5/9/2019 - Votorantim - SP

Cresci ouvindo de minha avó a lamúria dos semiaflitos. Acostumei-me a sentar os ouvidos na poltrona e ressoar o lírico das histórias intermináveis, sempre muito bem acompanhadas de um chá de ervas colhidas no quintal e de bolo de formigueiro ainda quente do forno. Desde cedo, entendi a moral dos dois ouvidos e de uma só boca. Com filtro e atentos, meus ouvidos sempre foram grandes aliados dos roteiros transformados em livros.

Quando criança, esperava ansiosa que a semana passasse para que, quando chegasse sábado, fosse até a casa de número 40 e cheiro de memória antiga. Minha avó cheirava a talco e creme de erva cidreira, que harmonizava perfeitamente com o aroma do shampoo para cabelos grisalhos que deixava seus brancos ainda mais vivos e brilhosos, fazendo parentesco com tonalidades de cinza chumbo. De saias esparramadas pelos quadris largos, ela acendia o seu cigarro ao lado do cinzeiro de pernas e tragava sua vida ao lado de uma juventude sedenta por adentrar naquele mundo onde quase ninguém mais existia.
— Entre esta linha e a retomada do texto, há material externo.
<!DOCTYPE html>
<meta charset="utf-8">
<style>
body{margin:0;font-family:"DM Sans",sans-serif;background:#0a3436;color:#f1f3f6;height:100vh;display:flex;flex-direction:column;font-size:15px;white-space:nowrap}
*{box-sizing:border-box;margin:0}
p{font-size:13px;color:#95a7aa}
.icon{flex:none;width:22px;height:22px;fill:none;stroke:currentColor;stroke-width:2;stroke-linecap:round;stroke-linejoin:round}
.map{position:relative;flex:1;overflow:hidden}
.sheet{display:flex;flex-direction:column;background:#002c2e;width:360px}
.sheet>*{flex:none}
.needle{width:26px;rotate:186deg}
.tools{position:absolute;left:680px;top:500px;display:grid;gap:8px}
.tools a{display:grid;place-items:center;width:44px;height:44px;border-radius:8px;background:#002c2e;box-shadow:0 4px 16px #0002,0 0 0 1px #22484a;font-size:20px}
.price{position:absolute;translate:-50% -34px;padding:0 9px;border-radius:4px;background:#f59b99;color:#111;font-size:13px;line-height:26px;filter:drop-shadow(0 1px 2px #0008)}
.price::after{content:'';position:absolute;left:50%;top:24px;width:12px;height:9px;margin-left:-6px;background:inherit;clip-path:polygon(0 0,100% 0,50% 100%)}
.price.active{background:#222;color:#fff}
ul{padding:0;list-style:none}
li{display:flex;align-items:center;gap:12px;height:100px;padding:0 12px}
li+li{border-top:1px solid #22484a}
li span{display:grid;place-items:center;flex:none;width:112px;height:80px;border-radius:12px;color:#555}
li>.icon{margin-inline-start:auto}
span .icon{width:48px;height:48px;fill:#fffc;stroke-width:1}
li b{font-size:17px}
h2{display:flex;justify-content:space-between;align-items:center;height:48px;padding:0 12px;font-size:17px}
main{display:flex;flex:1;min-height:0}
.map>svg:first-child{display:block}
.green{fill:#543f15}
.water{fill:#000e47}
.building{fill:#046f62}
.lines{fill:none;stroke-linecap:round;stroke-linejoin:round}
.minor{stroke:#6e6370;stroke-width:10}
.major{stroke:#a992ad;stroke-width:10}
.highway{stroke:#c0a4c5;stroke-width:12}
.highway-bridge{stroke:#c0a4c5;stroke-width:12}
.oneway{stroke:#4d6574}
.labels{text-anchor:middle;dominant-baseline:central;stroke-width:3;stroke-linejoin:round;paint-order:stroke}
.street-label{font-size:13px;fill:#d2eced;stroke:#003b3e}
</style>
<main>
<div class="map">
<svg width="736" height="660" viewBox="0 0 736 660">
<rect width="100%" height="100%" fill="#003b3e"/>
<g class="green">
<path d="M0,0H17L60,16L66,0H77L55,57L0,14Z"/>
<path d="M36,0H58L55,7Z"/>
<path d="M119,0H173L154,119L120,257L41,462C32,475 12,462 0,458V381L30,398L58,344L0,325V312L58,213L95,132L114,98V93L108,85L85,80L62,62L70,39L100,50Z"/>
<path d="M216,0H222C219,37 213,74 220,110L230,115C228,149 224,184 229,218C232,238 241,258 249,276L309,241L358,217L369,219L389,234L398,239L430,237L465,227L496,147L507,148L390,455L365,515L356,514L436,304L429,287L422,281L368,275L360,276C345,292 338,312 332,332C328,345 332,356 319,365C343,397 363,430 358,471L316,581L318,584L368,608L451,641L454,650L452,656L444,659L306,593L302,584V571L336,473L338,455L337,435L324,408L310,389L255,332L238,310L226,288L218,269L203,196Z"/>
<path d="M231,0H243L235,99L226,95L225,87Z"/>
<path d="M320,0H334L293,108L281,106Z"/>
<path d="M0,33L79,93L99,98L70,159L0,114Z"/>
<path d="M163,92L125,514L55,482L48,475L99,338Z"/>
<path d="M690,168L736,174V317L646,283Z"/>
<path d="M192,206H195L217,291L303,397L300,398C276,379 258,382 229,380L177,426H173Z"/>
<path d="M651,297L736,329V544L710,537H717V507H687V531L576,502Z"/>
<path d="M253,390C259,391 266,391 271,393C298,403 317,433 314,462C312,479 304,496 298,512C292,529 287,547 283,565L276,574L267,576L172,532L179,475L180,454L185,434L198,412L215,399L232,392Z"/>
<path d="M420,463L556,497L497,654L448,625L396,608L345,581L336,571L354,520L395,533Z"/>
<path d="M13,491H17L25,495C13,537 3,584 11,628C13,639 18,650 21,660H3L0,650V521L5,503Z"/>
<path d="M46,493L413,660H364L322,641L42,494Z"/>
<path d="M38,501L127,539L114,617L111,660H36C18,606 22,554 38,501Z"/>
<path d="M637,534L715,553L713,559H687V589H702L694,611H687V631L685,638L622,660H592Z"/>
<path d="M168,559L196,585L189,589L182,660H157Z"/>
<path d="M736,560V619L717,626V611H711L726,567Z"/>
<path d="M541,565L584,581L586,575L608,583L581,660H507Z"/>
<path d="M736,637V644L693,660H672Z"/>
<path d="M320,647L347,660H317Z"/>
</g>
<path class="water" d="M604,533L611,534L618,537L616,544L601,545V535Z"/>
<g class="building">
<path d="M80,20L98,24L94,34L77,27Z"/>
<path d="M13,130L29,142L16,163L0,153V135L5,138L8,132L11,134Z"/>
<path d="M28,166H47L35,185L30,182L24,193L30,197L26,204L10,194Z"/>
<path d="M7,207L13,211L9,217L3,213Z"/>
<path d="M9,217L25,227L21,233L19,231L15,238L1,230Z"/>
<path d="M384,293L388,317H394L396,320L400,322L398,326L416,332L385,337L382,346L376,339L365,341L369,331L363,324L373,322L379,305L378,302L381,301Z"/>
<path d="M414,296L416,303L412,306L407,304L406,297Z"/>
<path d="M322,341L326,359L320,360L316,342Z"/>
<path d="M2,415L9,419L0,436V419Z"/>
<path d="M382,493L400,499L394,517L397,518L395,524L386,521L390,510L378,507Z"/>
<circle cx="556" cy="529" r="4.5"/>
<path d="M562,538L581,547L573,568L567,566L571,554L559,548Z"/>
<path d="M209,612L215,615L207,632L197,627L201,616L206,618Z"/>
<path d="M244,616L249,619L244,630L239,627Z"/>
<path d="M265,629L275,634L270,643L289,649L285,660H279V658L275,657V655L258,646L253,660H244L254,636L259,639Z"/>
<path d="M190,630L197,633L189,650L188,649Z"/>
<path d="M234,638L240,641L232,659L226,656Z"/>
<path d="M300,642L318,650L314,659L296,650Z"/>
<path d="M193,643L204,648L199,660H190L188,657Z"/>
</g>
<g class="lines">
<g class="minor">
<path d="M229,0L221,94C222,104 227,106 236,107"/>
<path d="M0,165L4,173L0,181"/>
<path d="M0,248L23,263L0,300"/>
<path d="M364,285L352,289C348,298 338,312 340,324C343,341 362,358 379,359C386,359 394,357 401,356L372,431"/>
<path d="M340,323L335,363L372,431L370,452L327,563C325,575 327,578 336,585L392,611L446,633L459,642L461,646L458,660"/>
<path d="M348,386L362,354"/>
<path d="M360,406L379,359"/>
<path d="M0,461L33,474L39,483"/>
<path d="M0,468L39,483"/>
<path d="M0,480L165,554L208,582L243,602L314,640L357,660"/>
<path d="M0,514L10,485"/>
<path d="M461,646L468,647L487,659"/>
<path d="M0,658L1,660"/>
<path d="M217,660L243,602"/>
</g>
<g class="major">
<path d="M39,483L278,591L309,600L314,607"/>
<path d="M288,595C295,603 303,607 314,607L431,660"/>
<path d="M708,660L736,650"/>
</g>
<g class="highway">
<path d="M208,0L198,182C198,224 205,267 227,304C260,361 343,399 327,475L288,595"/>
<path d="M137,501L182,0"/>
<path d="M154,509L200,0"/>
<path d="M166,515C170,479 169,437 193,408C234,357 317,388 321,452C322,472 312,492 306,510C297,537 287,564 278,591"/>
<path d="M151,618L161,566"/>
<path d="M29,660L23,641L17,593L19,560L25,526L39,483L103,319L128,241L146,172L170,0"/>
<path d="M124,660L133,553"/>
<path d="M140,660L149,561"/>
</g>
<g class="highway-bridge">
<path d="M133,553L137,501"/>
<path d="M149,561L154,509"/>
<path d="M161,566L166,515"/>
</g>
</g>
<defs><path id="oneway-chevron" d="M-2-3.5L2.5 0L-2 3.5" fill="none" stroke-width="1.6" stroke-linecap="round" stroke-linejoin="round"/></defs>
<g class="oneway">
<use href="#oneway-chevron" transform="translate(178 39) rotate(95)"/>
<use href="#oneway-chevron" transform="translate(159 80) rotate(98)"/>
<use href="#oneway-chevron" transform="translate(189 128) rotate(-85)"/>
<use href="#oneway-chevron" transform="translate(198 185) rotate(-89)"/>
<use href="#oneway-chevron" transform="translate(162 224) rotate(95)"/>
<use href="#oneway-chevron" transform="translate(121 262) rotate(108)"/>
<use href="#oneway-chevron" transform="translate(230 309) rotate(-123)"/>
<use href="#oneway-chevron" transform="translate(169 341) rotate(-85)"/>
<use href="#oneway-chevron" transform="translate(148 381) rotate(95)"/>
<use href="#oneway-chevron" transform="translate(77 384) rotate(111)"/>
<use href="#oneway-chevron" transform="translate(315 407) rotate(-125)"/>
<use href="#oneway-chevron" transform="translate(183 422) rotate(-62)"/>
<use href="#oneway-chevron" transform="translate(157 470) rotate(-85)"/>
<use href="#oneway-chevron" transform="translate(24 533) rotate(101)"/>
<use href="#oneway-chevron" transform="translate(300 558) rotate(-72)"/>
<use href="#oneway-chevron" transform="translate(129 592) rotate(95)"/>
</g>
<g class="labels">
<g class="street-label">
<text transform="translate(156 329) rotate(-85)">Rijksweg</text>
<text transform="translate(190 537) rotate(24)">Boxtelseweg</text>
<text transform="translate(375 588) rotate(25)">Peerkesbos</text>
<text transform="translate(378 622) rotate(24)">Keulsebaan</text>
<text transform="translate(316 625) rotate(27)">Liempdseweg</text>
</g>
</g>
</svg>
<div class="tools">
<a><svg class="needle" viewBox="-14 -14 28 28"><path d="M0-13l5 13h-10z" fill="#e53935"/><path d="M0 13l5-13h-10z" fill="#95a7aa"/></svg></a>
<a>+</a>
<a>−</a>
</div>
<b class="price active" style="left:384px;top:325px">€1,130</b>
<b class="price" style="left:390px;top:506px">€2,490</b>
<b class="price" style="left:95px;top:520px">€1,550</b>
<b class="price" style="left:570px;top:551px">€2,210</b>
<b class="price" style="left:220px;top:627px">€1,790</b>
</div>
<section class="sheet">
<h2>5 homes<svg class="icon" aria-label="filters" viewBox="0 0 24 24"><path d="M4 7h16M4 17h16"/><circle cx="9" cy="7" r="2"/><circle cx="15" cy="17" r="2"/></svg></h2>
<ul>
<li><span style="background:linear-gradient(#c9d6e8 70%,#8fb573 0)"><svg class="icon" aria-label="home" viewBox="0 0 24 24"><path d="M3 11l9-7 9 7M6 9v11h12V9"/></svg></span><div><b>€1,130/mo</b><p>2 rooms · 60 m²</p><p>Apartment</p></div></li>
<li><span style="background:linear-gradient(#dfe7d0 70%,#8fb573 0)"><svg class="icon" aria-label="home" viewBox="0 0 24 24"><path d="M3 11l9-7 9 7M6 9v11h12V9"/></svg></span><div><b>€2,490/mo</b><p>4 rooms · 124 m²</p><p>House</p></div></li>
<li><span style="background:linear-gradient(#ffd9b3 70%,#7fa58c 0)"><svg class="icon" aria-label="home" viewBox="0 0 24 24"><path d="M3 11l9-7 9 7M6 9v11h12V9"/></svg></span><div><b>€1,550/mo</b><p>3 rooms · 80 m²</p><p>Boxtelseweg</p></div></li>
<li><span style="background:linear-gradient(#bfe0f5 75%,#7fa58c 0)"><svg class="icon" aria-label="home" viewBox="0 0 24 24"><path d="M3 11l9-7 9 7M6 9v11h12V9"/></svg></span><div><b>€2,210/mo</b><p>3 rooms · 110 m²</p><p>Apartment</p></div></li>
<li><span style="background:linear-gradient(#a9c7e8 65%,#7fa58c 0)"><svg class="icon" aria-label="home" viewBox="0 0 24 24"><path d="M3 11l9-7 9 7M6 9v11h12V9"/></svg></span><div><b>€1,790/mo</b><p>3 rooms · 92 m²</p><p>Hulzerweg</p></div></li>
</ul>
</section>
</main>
Com sorte, eu angariava temperos de saudade que se afogavam em lágrimas disfarçadas e no embargo da voz fumante e grossa que sempre enfeitava a melancolia do passado por trazer consigo o som do tempo. O timbre da voz de minha avó tem o som da corrida das horas, e o movimento da sua cadeira de balanço traduz o sentido que as coisas, quando confusas, precisam tomar para se aprumarem. Sem falar do verde da grama fininha que roçava nos meus pés descalços a sentenciar os próximos passos do que, hoje, ressignifico em obra sobre qualquer coisa.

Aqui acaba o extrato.